Come si evince dal titolo, oggi parleremo della nascita della Logopedia e del suo impego. Ce lo ha raccontato Eleonora Zarroli, dottoressa logopedista, esperta nei trattamenti di disturbi di voce e deglutizione, laureata all’Università di Roma Tor Vergata.

“A cosa serve e a chi è rivolta?” le domandiamo – “A tutti” – chiosa la Zarroli, “dal bambino all’anziano, infatti dal greco deriva la parola LOGOPEDIA: logos = discorso, paideia = educazione, quindi educazione alla parola, al parlare, al linguaggio. E’ una disciplina che si occupa sia dello studio che della prevenzione edel  trattamento, sia della valutazione di diversi ambiti, della sfera comunicativa: disturbi di voce, di linguaggio, della deglutizione, della comunicazione e dei disturbi cognitivi che riguardano la memoria  e l’apprendimento.

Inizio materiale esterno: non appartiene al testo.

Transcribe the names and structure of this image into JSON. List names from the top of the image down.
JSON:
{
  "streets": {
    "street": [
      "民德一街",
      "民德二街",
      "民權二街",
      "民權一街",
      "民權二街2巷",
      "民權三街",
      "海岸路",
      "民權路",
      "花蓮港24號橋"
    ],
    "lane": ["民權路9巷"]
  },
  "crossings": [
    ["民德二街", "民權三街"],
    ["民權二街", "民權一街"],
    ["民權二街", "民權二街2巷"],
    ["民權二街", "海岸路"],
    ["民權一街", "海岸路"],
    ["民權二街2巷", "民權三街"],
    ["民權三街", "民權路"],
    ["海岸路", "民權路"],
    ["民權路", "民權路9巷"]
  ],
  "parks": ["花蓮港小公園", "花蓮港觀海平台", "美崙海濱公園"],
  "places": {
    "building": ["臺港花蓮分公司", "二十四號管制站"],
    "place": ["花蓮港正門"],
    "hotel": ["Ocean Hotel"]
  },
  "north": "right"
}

Perciò riassumendo, come si evince, la Logopedia ha un largo impiego in diversi casi e patologie:

  • nel caso del disturbo di voce, è rivolta a coloro che la usano per lavoro, perciò  a livello professionale, cantanti, attori, avvocati, insegnanti, etc.
  • invece nel caso di disturbo di linguaggio, ai bambini o adulti che hanno avuto incidenti oppure problemi neurologici ad esempio ictus.
  • nella balbuzie, nei disturbi di deglutizione dovuti da problemi anatomici e neurologici.
  • nei problemi e difetti disfunzionali e ortodontici quali malattie neurodegenerative tipo la S.L.A. o la Sclerosi mulitpla, Parkinson e Alzheimer.
  • nei bambini con disturbi di apprendimento.La logopedia negli ultimi venti anni è cresciuta molto, perchè si è evoluta data anche la continua ricerca in ambito clinico che ha portato a una serie di nuovi approcci grazie  ai medici che hanno compreso l’importanza della professione del logopedista. Il confronto perciò è a 360 gradi  e dinamico con i  vari  medici specialisti, tra cui neuropsichiatri, neurologi, psicologi, otorinolaringoiatri, foniatri, ortodonzisti, dietisti e infine fisioterapisti, quindi dietro un singolo paziente, dietro un singolo caso, c’è una intera equipe multidisciplinare che si prende cura del “disturbo” poichè si può manifestare appunto, in diversi ambiti. In genere le terapie si svolgono in ospedale, nei distretti delle varie asl, nei centri di riabilitazione, in studi privati, o nel caso fosse necessario, anche a domicilio. In una prima seduta si valuterà il tipo di trattamento da fare, in base anche alla prognosi e agli obiettivi da raggiungere, e si deciderà la frequenza e la sua durata. La metodologia di ogni trattamento varia in base alla tipologia della problematica e all’approccio del logopedista”.